Asian shares and the dollar were higher on Thursday, but investors remained cautious as another shakeout on Wall Street and oil prices suggested volatility in financial markets will continue to temper risk appetite. The searing selloff in oil markets appeared to abate in the early Asian day, though data out of the United States underlined the fragile state of the global economy and investor confidence. MSCI's broadest index of Asia-Pacific shares outside Japan was up 0.7 percent. Japan's Nikkei .N225 added 0.5 percent after plunging 3.7 percent in the previous session to a 14-1/2 month closing low. The dollar also bounced back from a one-year low notched against its perceived safe-haven Japanese counterpart. The greenback added about 0.3 percent to 117.25 yen after falling as low as 115.97, even as it marked impressive gains against some emerging market currencies.
Oil prices stabilised in early trading on Thursday after hitting fresh 2003 lows the session before, but analysts said a persistent global glut would keep pressuring markets. U.S. oil futures crashed below $27 dollars a barrel on Wednesday for the first time since 2003, caught in a broad slump across world financial markets as traders worried that a huge oversupply in crude was coinciding with an economic slowdown, especially in China. On Thursday, oil prices stabilised, with front-month West Texas Intermediate (WTI) crude futures CLc1 trading at $28.66 per barrel at 0155 GMT, up 31 cents from its previous close.
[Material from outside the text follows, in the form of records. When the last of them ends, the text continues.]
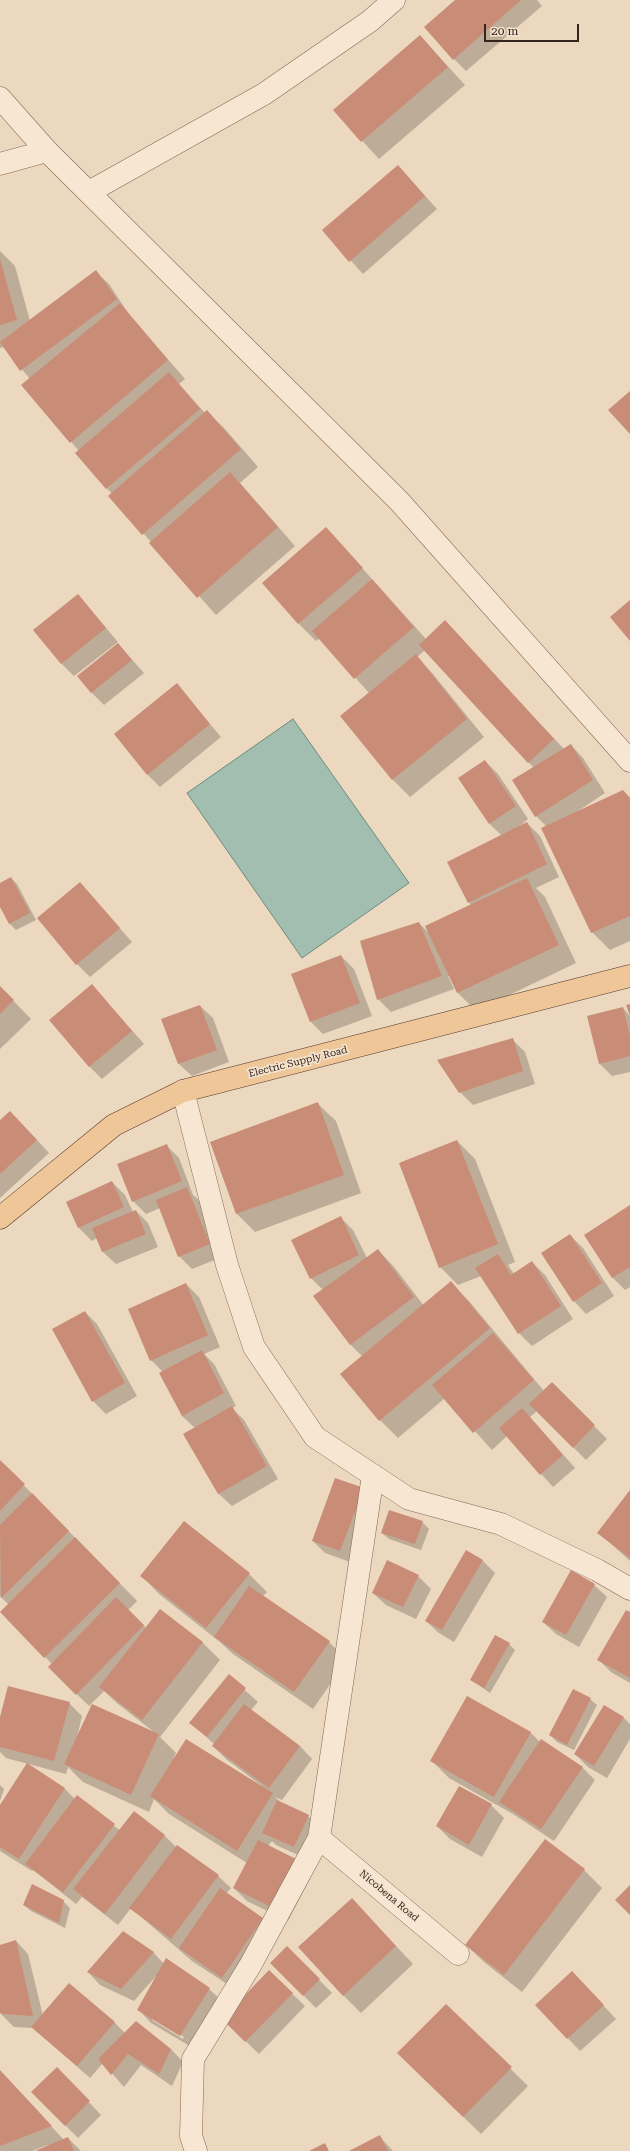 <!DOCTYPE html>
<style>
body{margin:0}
#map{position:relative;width:630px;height:2151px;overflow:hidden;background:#ecd7bf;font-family:"Roboto Serif",serif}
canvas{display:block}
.scale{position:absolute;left:484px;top:24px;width:95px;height:18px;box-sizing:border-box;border:2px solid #34241c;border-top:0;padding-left:5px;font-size:12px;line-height:14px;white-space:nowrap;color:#34241c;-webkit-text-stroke:3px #f4e3ce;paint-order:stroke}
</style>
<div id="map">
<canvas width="630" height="2151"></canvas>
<div class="scale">20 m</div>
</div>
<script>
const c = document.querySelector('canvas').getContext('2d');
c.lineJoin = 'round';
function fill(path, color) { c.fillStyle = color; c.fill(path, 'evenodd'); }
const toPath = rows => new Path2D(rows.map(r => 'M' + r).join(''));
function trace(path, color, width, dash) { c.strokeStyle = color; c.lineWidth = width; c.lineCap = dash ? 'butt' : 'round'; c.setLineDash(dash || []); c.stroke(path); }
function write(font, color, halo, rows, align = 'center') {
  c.font = font + ' "Roboto Serif",serif'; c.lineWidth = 3.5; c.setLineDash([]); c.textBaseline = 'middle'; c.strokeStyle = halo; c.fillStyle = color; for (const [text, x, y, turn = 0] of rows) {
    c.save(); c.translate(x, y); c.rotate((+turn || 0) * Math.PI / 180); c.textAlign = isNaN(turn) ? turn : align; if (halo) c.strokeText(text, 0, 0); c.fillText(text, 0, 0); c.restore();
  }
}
const water = toPath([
 [293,719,409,883,302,958,187,793,293,719]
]);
const shadow = toPath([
 [456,0,537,0,542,6,466,71,454,59],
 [420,36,465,85,379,159,334,110],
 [398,166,437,209,363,274,323,230],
 [0,251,15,266,30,321,96,272,109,284,128,313,185,379,179,384,205,413,207,412,225,429,258,467,240,483,295,546,216,615,110,496,112,494,76,453,79,451,23,385,30,379,3,347,0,348],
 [326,528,426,639,445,622,564,749,571,745,583,758,605,793,575,813,623,791,630,798,630,941,610,950,592,932,547,827,536,816,534,768,425,650,417,657,433,674,484,737,410,797,392,779,369,693,320,638,316,641,299,624,263,583],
 [78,595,118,642,74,676,62,664],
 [118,644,144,673,104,705,91,692],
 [177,685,221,737,160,787,147,774],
 [485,761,498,774,528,819,516,829,527,823,540,836,559,877,536,888,545,897,576,963,476,1011,458,993,450,975,448,976,454,989,391,1012,378,999,419,923,430,934,471,905,469,902,502,836,490,824,460,778],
 [11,878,17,884,36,920,16,930,10,924,0,905,0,884],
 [80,883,132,942,90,977,77,964],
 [341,956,354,969,372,1016,323,1034,311,1022],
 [92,985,144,1044,102,1079,89,1066],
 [0,987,31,1019,0,1049],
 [200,1006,213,1018,229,1062,192,1076,179,1064,162,1020],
 [623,1008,630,1016,630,1072,612,1076,600,1064],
 [512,1039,525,1052,535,1084,473,1105,460,1092],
 [318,1104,336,1121,361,1193,255,1232,237,1214,211,1142],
 [0,1121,23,1125,49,1153,0,1198],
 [457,1141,475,1159,515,1262,508,1265,514,1274,532,1262,545,1275,573,1319,532,1346,519,1333,481,1276,458,1285,440,1267],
 [166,1145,179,1158,193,1195,200,1201,222,1257,192,1269,179,1256,160,1208,146,1214,133,1201],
 [112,1182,125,1195,133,1212,136,1211,148,1223,158,1247,116,1264,103,1252,97,1238,92,1241,79,1228,67,1203],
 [630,1206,630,1287,625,1290,613,1278,585,1236],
 [340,1217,353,1230,367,1258,378,1250,395,1268,424,1306,451,1283,469,1301,544,1391,552,1384,607,1439,586,1460,537,1411,530,1417,575,1468,553,1487,507,1436,492,1450,445,1398,398,1438,380,1420,363,1357,350,1344,323,1290,311,1278],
 [570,1235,583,1248,614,1296,586,1314,574,1301],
 [186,1284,199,1297,220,1347,204,1354,214,1364,236,1406,232,1408,244,1420,278,1479,232,1506,219,1494,185,1435,195,1428,182,1416,163,1372,151,1360],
 [85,1312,97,1324,137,1396,106,1414,93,1401],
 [0,1461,137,1601,128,1610,146,1628,161,1610,203,1643,220,1660,160,1737,176,1753,174,1757,261,1787,262,1786,226,1759,213,1746,215,1745,191,1723,229,1676,258,1702,251,1710,300,1746,312,1759,282,1800,275,1797,282,1804,308,1816,321,1828,307,1859,276,1845,272,1841,268,1846,312,1875,288,1921,247,1901,234,1888,247,1863,169,1814,154,1799,149,1812,83,1782,68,1767,66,1774,6,1758,0,1752,0,1720,69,1703,82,1716,77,1738,154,1732,118,1704,104,1691,89,1706,49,1667,52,1664,1,1612,9,1605,0,1596],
 [364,1489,353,1563,325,1553,313,1541],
 [630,1492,630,1561,599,1533],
 [422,1522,429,1529,421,1550,389,1539,382,1533],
 [482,1560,495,1573,454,1642,439,1633,426,1621],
 [249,1574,267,1592,263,1596,329,1642,347,1660,313,1709,233,1654,220,1642,159,1594,142,1576],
 [418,1576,431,1589,416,1619,386,1605,373,1593],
 [594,1585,607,1597,579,1647,556,1634,543,1622],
 [630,1613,630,1683,611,1672,599,1660],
 [509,1644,515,1650,490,1693,471,1680],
 [468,1697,531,1733,540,1742,582,1767,595,1780,554,1841,513,1814,449,1778,432,1761],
 [590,1699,597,1705,574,1750,557,1742,550,1735],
 [623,1717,630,1724,630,1739,607,1778,588,1767,575,1754],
 [28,1765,65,1789,75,1799,120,1830,134,1812,165,1836,176,1847,218,1876,231,1888,226,1894,263,1919,275,1931,236,1990,192,1961,131,1908,118,1925,82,1897,76,1904,33,1870,32,1871,0,1851,0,1807],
 [0,1785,4,1789,0,1801],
 [491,1805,504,1818,482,1857,450,1839,437,1826],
 [546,1840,584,1870,602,1888,522,1992,484,1962,466,1945],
 [352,1899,413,1964,361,2013,343,1995],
 [63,1901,70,1908,65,1928,31,1911,24,1905],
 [16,1941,28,1954,43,2016,114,2022,125,2033,171,2049,183,2062,172,2086,141,2065,124,2087,103,2063,90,2078,33,2028,14,2027,1,2014,0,2008,0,1946],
 [287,1947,332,1993,316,2008,271,1963],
 [153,1952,164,1964,209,1989,222,2001,193,2048,151,2023,139,2010,157,1975,134,2001,100,1985,88,1972],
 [152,2018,184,2037,183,2039,152,2020],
 [269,1972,305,2006,259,2054,223,2019],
 [584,1985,616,2019,580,2051,537,2005],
 [446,2005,528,2086,481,2134,416,2071],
 [0,2071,64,2140,68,2138,81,2151,38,2151,49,2146,48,2145,32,2151,0,2151],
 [69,2081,101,2115,78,2138,32,2092],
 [379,2136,393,2151,351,2151]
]);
const building = toPath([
 [455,0,521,0,453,60,424,27],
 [420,35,448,67,361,142,333,110],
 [398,165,425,196,349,262,322,230],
 [0,259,17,320,0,325],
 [96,270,117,299,20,371,0,342],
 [120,303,168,360,70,443,21,385],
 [169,372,200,409,106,489,75,453],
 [630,391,630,434,608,410],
 [207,410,241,449,142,535,108,496],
 [230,472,278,527,197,598,149,543],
 [326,527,363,568,298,624,262,583],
 [372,579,414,627,354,679,312,631],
 [78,594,106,628,61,664,33,630],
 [630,600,630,641,610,617],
 [445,620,554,739,528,763,419,645],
 [118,643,132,660,91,693,77,676],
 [416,654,467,719,392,780,340,716],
 [177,683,210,724,147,775,114,734],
 [571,744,593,780,535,817,512,780],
 [485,760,516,806,489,824,458,778],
 [623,790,630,798,630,916,591,933,541,828],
 [527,822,547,864,468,903,447,862],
 [11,877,30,913,9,924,0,907,0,883],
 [527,878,559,945,457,993,425,926],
 [80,882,120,928,76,965,37,918],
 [419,922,442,976,377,1000,360,941],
 [341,955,360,1003,310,1022,291,974],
 [92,984,132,1031,89,1067,49,1020],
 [0,986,14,1000,0,1014],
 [630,1004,630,1016,626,1005],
 [200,1005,217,1050,178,1064,161,1019],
 [623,1007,630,1036,630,1056,599,1064,587,1016],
 [513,1038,523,1071,459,1093,437,1060],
 [318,1102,344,1175,236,1214,210,1142],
 [10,1111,37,1140,0,1174,0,1120],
 [457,1140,498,1244,439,1268,399,1163],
 [167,1144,182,1181,132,1202,117,1164],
 [112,1181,124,1207,78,1228,66,1202],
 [187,1187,210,1244,178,1257,156,1200],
 [630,1205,630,1267,612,1278,584,1235],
 [136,1210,146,1234,102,1252,92,1228],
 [341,1216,359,1255,310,1279,291,1240],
 [570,1234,602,1283,573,1302,541,1253],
 [378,1249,414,1297,350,1345,313,1296],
 [498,1254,511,1275,532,1261,561,1306,518,1334,475,1268],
 [451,1281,490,1328,379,1421,340,1374],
 [186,1283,208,1335,150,1361,128,1309],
 [85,1311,125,1383,92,1402,52,1329],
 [493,1333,534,1380,473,1433,432,1385],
 [202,1350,224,1393,182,1416,159,1373],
 [552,1382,595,1425,573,1448,529,1404],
 [232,1406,267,1466,218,1494,183,1434],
 [522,1408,563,1455,540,1475,499,1428],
 [0,1460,25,1484,0,1511],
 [335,1478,364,1488,340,1551,312,1541],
 [630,1490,630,1558,597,1533],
 [32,1493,69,1531,1,1598,0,1525],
 [389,1510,423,1521,415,1544,381,1533],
 [184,1521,250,1573,206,1628,140,1576],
 [75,1537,120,1583,44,1658,0,1612],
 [466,1550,483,1560,442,1630,425,1621],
 [387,1560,419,1575,403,1607,372,1593],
 [571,1570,595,1584,566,1635,542,1622],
 [249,1586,330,1641,294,1692,214,1637],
 [116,1597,144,1625,76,1695,48,1667],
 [160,1609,203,1642,142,1720,99,1687],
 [626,1610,630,1612,630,1678,597,1660],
 [495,1635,510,1643,484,1688,470,1680],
 [229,1674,246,1688,207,1737,189,1723],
 [8,1686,70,1702,54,1761,0,1747,0,1717],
 [573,1689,591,1698,567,1745,549,1735],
 [467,1696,531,1732,494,1797,430,1761],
 [92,1704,159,1734,131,1795,64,1764],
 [244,1704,300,1746,269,1788,212,1746],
 [604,1705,624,1717,594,1766,574,1754],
 [186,1739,273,1793,237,1851,150,1796],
 [541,1739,583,1767,541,1829,499,1802],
 [27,1763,65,1788,19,1859,0,1847,0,1805],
 [459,1786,492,1804,469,1845,436,1826],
 [77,1795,115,1824,63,1892,25,1864],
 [277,1800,309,1815,294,1847,262,1833],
 [134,1811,165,1835,105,1914,73,1889],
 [545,1839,585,1869,504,1975,465,1945],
 [258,1840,300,1861,275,1909,233,1888],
 [177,1845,219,1875,171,1939,129,1908],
 [32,1884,64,1900,59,1923,23,1905],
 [630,1885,630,1915,615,1900],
 [220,1888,263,1918,222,1978,179,1948],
 [352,1898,396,1946,343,1996,298,1947],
 [123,1931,154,1952,121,1989,87,1972],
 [16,1940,33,2016,1,2014,0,2012,0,1945],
 [287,1946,320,1979,303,1996,270,1963],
 [166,1958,210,1988,180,2036,137,2010],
 [269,1970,293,1993,245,2042,222,2019],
 [572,1971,604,2005,567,2039,535,2005],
 [69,1983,115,2022,77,2066,31,2027],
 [446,2004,512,2067,463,2117,397,2053],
 [136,2021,171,2049,159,2074,128,2054,111,2075,98,2059],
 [57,2067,90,2101,65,2126,31,2092],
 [0,2070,52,2126,0,2146],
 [380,2135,388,2151,349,2151],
 [68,2137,74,2151,35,2151],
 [325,2143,329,2151,309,2151]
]);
const minor = toPath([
 [0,98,47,151],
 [0,164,47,151,399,501,630,761],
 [89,192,264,94,370,21,394,0],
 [183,1091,227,1265,254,1347,315,1437,409,1499,501,1524,597,1570,630,1589],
 [319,1838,458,1954],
 [196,2151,191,2136,193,2059,251,1964,319,1838,373,1475]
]);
const major = toPath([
 [0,1218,114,1125,183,1091,630,976]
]);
const streetNames = [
 ["Electric Supply Road",298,1062,-14],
 ["Nicobena Road",389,1896,40]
];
fill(water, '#a2beb1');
trace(water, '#6a8b7e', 1);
fill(shadow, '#0003');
fill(building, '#c98c76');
trace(minor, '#846958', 23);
trace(major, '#51382d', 23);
trace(minor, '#f7e6d2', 22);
trace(major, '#efc697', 22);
write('10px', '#34241c', '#f4e3ce', streetNames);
</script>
China stocks opened lower on Thursday, as the rout in global markets accelerates amid global economic growth and commodity price fears. But the Hong Kong market bounced off Wednesday's 3-1/2 year low, as the city's currency strengthened against the dollar on Thursday morning, while the offshore yuan, also known as CNH, also appeared to have stabilized. "Recently, buying in late afternoon trading session hints at the 'national team' at work, while the PBOC is determined to squeeze the CNH shorts," Hong Hao, managing director of research at BOCOM International wrote on Thursday.